When I visited Ed Gulley yesterday, Carol was out shopping. I itched for a portrait of these two photogenic and charismatic people and so I went back today after lunch.
I am sorry about Ed’s cancer, but it is good to see these two so happy and in love, both of them say they have “bonded” dramatically since Ed was diagnosed with advancing brain tumors, and it is good to see them so happy together. Carol is also my friend and I could see the stress and fatigue in her face.
But they have finally, she said, had the time and motive to really talk to each other and understand one another. Cancer, like any other thing, can be a gift, and they both know it.
This time to talk and reconnect t has made both of them very happy, soul mates once more, and it was a pleasure to see it.
Ed and Carol both surprised me – we had a long and sweet talk this afternoon by Ed’s bed and chair. I asked them if they hadn’t bonded before in their 45 year of marriage. They said no, not really, they never had much time alone, they never had much time to talk to each other, they were just too busy with the daily grind of farming.
They often drifted apart, and Ed often neglected his children, he was so busy with the farm.
Ed admits he had little time to spend with his children or his family, he said he gave up too much to his farm, even as he loved farming. He rarely told his children or grandchildren how much he loved them, he said, and he is making up for lost time now. I think he’s telling Carol that now, too.
Carroll and Ed both said on their recent journey, they talked and talked and reconnected in a beautiful and loving way. Carol said she finally understood why Ed seemed too busy and remote to spend more time with his children. She said it was because he was working so hard for them that he just didn’t have any extra time and energy.
Their closeness is palpable, they are so much in sync and together, especially since Ed learned of his illness. Ed and Carol are planning another trip together, this one to Maine. Ed has been in touch with a number of people who have told him of the many years they have lived happily with brain cancer just like his.
I realized today that Ed is becoming increasingly convinced that he is not dying soon, or perhaps at all.
He said when he went on his trip to the Badlands in South Dakota he was certain he was near death. Since he got home, he has had a transformation. Even though he has lost the use and control of much of his left side, his hand, feet, arm, he is in no pain and is eager to do many things, including take another trip.

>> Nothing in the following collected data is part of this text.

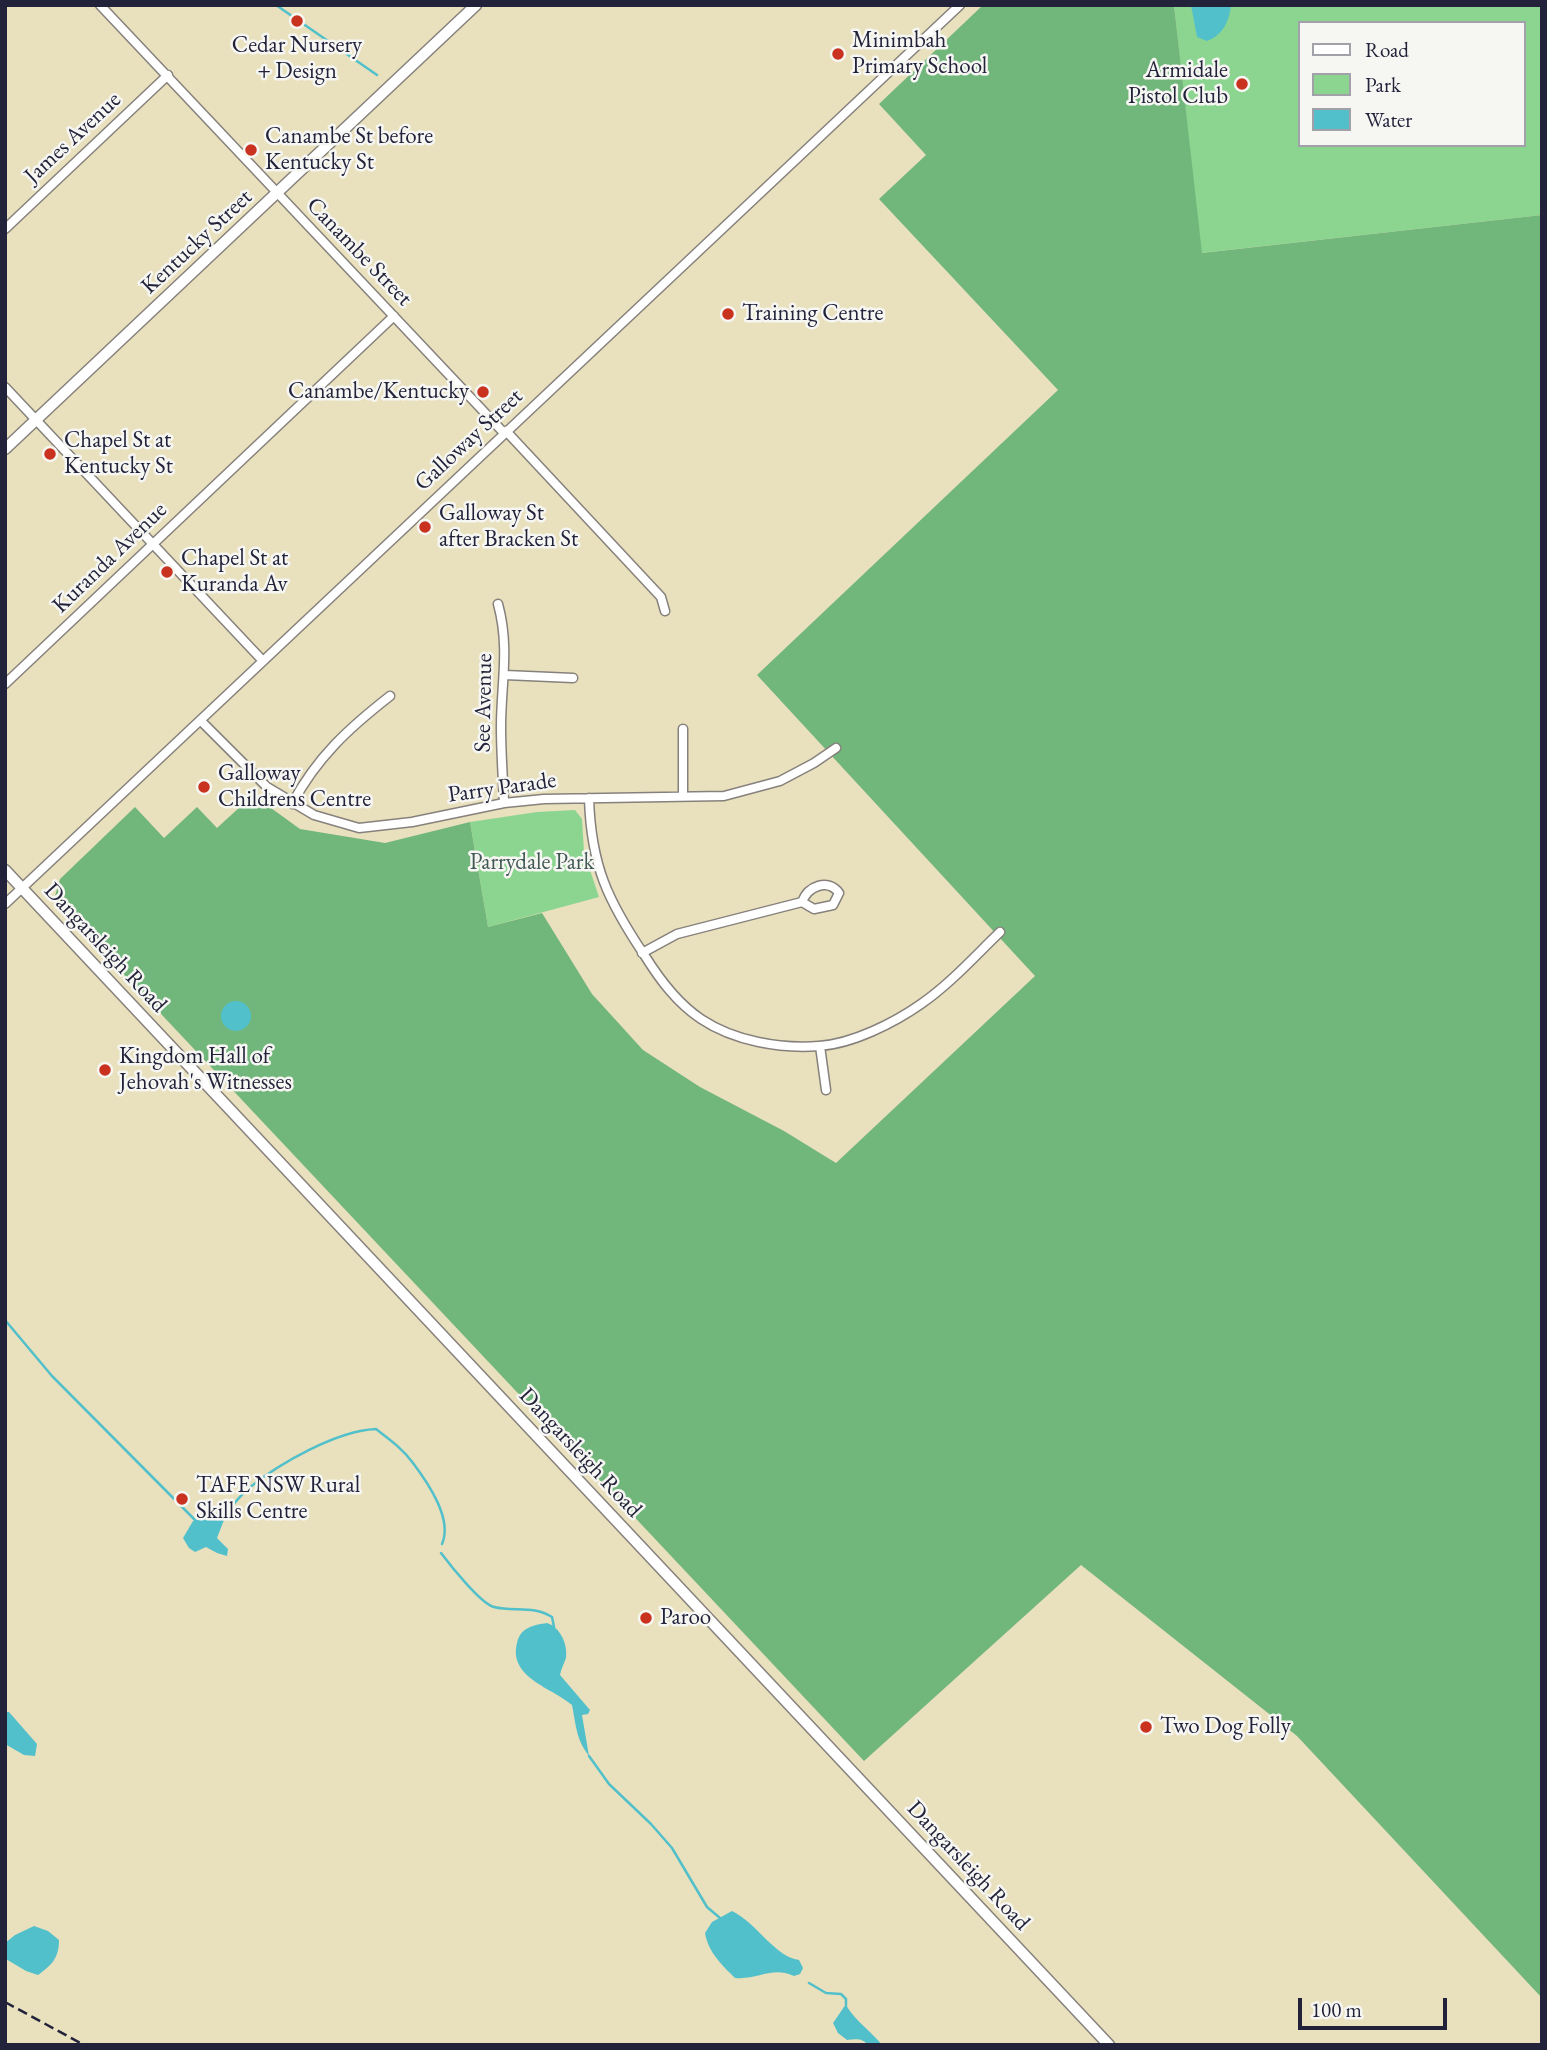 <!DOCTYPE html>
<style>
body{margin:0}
#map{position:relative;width:1547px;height:2050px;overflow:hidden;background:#e9e0bd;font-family:"EB Garamond",serif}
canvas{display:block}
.frame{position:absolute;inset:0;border:7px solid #22223b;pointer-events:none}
.legend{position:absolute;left:1298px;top:21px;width:228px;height:126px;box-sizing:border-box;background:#f6f6f2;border:2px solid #a1a1a9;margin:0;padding:9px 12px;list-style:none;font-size:21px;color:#22223b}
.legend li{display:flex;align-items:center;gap:14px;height:35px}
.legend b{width:35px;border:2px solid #a1a1a9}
.scale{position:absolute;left:1298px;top:1998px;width:149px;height:32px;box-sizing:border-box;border:4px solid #22223b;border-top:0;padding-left:9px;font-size:21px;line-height:24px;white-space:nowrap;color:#22223b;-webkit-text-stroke:5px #f6f6f2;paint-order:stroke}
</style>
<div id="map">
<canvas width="1547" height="2050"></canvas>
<div class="frame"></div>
<ul class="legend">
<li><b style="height:9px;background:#fff"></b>Road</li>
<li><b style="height:19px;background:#8cd591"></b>Park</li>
<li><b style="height:19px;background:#52c0cb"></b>Water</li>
</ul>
<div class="scale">100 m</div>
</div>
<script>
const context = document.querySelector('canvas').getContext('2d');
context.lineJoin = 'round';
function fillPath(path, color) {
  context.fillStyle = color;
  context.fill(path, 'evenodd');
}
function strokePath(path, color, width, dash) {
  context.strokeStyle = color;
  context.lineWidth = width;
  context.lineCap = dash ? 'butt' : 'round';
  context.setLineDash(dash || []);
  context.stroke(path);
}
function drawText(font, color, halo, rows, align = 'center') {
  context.font = font + ' "EB Garamond",serif';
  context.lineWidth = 5;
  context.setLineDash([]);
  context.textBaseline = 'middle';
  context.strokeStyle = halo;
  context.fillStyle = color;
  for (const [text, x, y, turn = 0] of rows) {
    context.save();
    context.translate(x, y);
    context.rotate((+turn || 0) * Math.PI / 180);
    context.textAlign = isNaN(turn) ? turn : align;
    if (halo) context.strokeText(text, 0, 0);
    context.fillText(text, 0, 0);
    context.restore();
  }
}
fillPath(new Path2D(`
 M1174,5H1542V215L1201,253ZM1300,23H1524V145H1300Z
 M575,810L582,819L584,852L599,897L488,927L470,822L537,812Z`), '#8cd591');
fillPath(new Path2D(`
 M983,5H1174L1202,253L1542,215V1998L1297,1736L1081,1565L864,1761L67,914L55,896L60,879L135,807L164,838L197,807L217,828L253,795L300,829L385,843L470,822L488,927L542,913L592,994L643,1050L700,1087L784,1131L836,1163L1035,976L757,675L1058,390L879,199L926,155L879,104Z`), '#71b67b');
fillPath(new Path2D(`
 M1191,5H1231C1229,22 1223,35 1207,41L1197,37Z
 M221 1016a15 15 0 1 1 30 0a15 15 0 1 1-30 0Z
 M218,1513L224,1520L217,1538L228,1549L227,1556L217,1553L206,1547L195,1552L189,1548L183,1538L193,1521Z
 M547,1623C560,1627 568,1644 566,1658C564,1664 561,1669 560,1675L590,1710L588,1714L582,1715L589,1756C576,1739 576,1725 572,1705C553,1688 508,1678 517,1643C520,1628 533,1625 547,1623Z
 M5,1712H9L37,1744L35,1756L24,1755L5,1744Z
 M732,1911C757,1923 775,1957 799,1960L803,1968L800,1974L794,1976C771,1966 759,1980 735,1978C722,1965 708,1952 705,1933L712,1922Z
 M34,1926L48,1931L59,1940C59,1958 52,1965 38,1975L26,1971L6,1959L5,1943L15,1935Z
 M846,2004C851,2017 872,2032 882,2045H868C863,2038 855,2039 847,2040L838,2033L833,2023Z`), '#52c0cb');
strokePath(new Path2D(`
 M276,5L377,75
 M5,1320L52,1376L197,1522
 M218,1518C230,1511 238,1497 249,1488C280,1463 336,1431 376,1429C389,1439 403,1449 413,1463C428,1483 453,1519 442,1544
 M441,1553C450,1565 481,1604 494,1607C513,1612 534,1605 552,1617L554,1627
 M589,1756L609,1784L651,1824L672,1848L707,1907L720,1918
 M809,1983L826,1993L841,1994L846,1999V2005`), '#52c0cb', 2.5);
const minor = new Path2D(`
 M100,5L504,433
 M5,229L168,75
 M5,387L263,661
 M506,431L661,597L665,611
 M498,604C510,648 501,684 501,727C501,753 503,778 504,803
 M505,675L573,678
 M5,684L394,316
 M201,721L267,787L314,815L359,828L412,822L504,803L544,799L724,796L780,781L814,763L836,748
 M683,729V796
 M589,798C591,866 608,901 645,956C660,980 677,1003 701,1019C734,1041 780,1049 819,1046C852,1044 894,1023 921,1004C950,984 975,956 1000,932
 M292,804C317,757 349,728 390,696
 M5,904L960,5
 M642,953L677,934L802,902C808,886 828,878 839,893L833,905L814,909L802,902
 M820,1046L826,1090`);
const tertiary = new Path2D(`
 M5,449L476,5
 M5,870L1109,2045`);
strokePath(minor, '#86817c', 11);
strokePath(tertiary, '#86817c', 13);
strokePath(minor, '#fff', 8);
strokePath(tertiary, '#fff', 10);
strokePath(new Path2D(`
 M5,2002L84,2045`), '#22223b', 2.5, [10, 5]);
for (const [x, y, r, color] of [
 [297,21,7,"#c8321e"],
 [838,54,7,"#c8321e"],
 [1242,84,7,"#c8321e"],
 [251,150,7,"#c8321e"],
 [728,314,7,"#c8321e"],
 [483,392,7,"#c8321e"],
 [50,454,7,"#c8321e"],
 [425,527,7,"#c8321e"],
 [167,572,7,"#c8321e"],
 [204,787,7,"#c8321e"],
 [105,1070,7,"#c8321e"],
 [182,1499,7,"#c8321e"],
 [646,1618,7,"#c8321e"],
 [1146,1727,7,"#c8321e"]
]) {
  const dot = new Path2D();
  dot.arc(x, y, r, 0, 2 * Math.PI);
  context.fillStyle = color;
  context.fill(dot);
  strokePath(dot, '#f6f6f2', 2.5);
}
drawText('23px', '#22223b', '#f6f6f2', [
 ["Minimbah",852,41],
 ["Primary School",852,67],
 ["Cedar Nursery",297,46,"center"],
 ["+ Design",297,72,"center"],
 ["Armidale",1228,71,"right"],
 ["Pistol Club",1228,97,"right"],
 ["Canambe St before",265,137],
 ["Kentucky St",265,163],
 ["Training Centre",742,314],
 ["Canambe/Kentucky",469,392,"right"],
 ["Chapel St at",64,441],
 ["Kentucky St",64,467],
 ["Galloway St",439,514],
 ["after Bracken St",439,540],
 ["Chapel St at",181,559],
 ["Kuranda Av",181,585],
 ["Galloway",218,774],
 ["Childrens Centre",218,800],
 ["Kingdom Hall of",119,1057],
 ["Jehovah's Witnesses",119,1083],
 ["TAFE NSW Rural",196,1486],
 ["Skills Centre",196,1512],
 ["Paroo",660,1618],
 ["Two Dog Folly",1160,1727]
], 'left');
drawText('23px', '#22223b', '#f6f6f2', [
 ["James Avenue",73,138,-43],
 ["Kentucky Street",197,242,-43],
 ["Canambe Street",359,252,46],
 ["Galloway Street",469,440,-43],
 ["Kuranda Avenue",110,558,-44],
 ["See Avenue",484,703,-89],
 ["Parry Parade",502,788,-8],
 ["Dangarsleigh Road",105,948,47],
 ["Dangarsleigh Road",580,1453,47],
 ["Dangarsleigh Road",968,1866,47]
]);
drawText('23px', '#425855', '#f6f6f2', [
 ["Parrydale Park",532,863]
]);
</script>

His family is tearing apart the farmhouse to rearrange the living room into a bedroom and office for Ed, it is big, flat and close to the bathroom. He is eager, he says, to project to the world the importance of being positive and living in the present. He certainly has been energized since he got home from his trip, the family has gathered around closely and is, I think, lifting him up.
He has plans to travel, lecture, write and paint. You can follow his writing and poetry on his and carol’s blog, the Bejosh Farm Journal. They are, he says, moving ahead.
I think I am finding my role in all of this, especially since Ed has come home and we can talk face to face. We are very comfortable with one another. I think what I need to be is myself.
When people get sick, there is a tendency for other people – especially on social media – to adulate and praise them for fighting and struggling and being heroic.
Ed gets messages all day telling him how wonderful and brave and honest he is. That can be beautiful, and it can be dangerous or misleading.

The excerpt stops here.